> _What the task requires_
Leaving out the images, transcribe every record below exactly.

> _Source information_
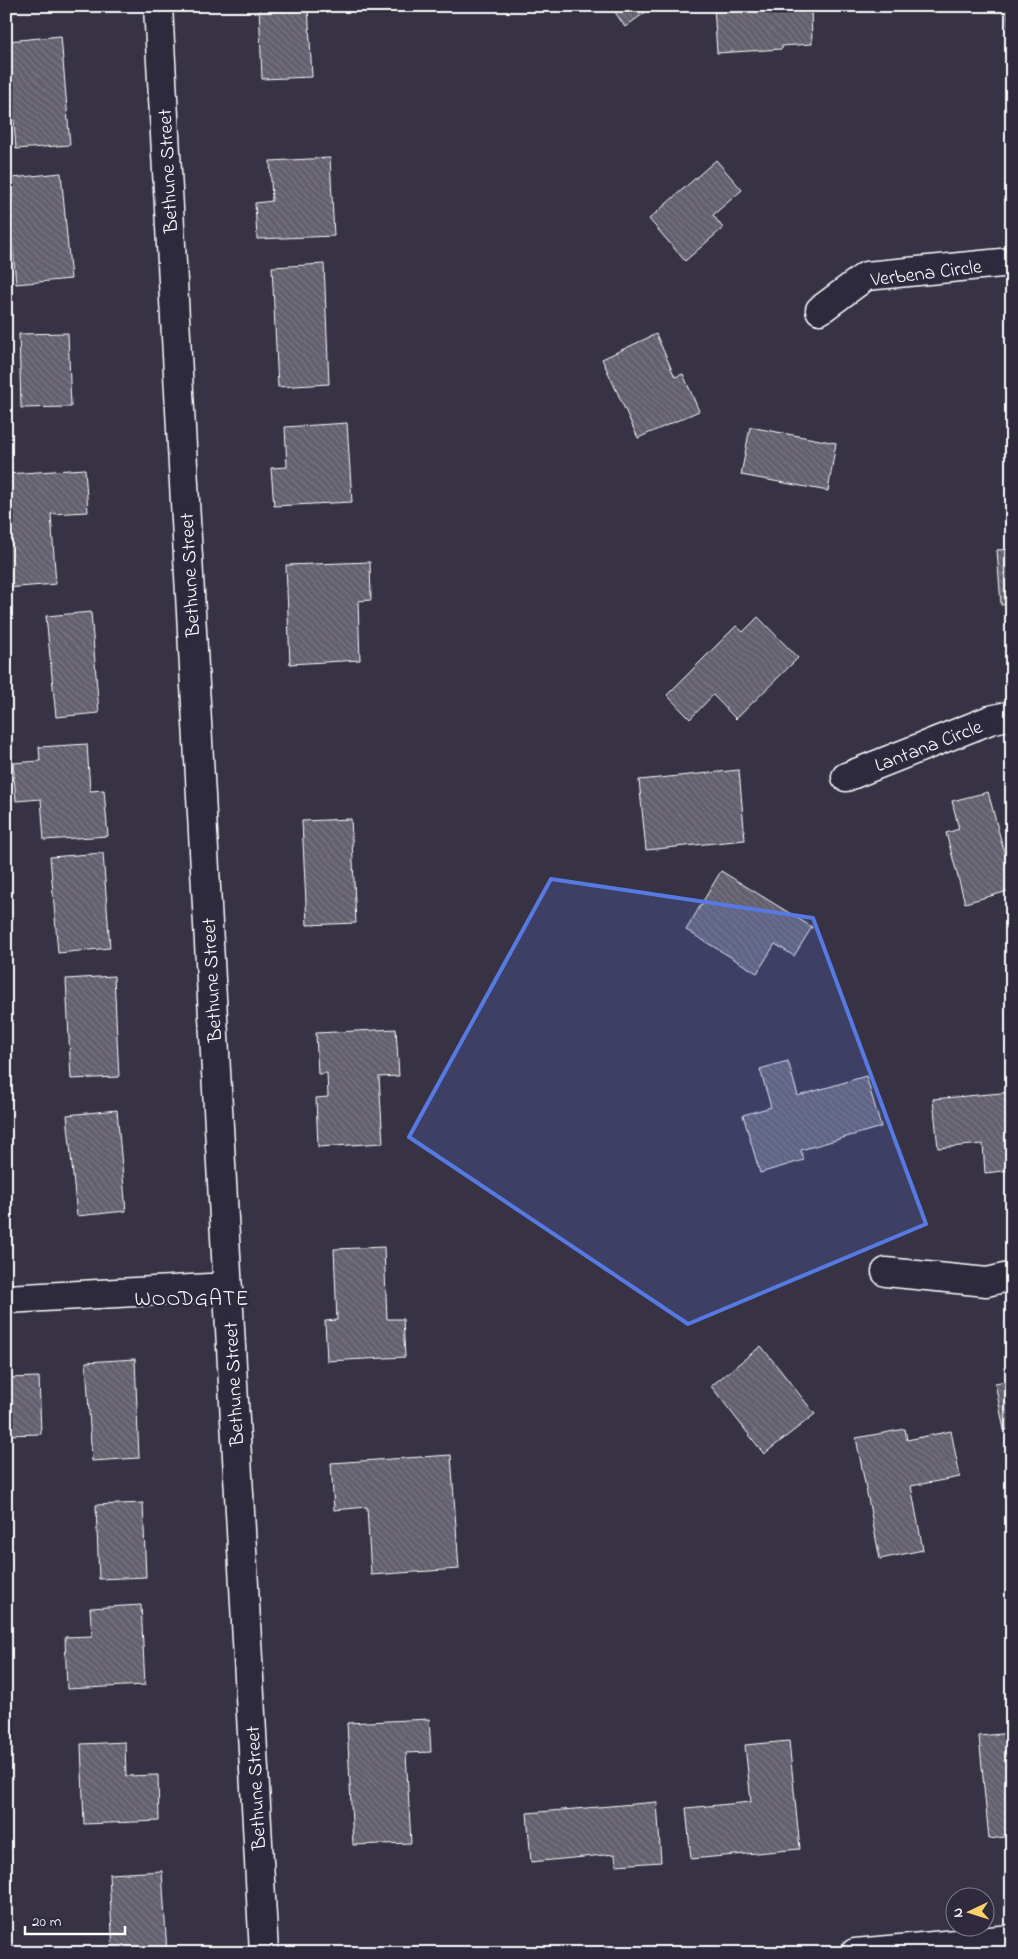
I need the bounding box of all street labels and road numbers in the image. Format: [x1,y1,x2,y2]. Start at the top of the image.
street label: Bethune Street [152,108,187,235]
street label: Verbena Circle [868,253,984,296]
street label: Bethune Street [174,512,209,639]
street label: Lantana Circle [871,713,987,781]
street label: Bethune Street [196,917,231,1044]
street label: Bethune Street [218,1321,253,1448]
street label: Bethune Street [240,1725,275,1852]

> _Answer space_
I need the bounding box of all street labels and road numbers in the image. Format: [x1,y1,x2,y2]. Start at the top of the image.
street label: Bethune Street [152,108,187,235]
street label: Verbena Circle [868,253,984,296]
street label: Bethune Street [174,512,209,639]
street label: Lantana Circle [871,713,987,781]
street label: Bethune Street [196,917,231,1044]
street label: Bethune Street [218,1321,253,1448]
street label: Bethune Street [240,1725,275,1852]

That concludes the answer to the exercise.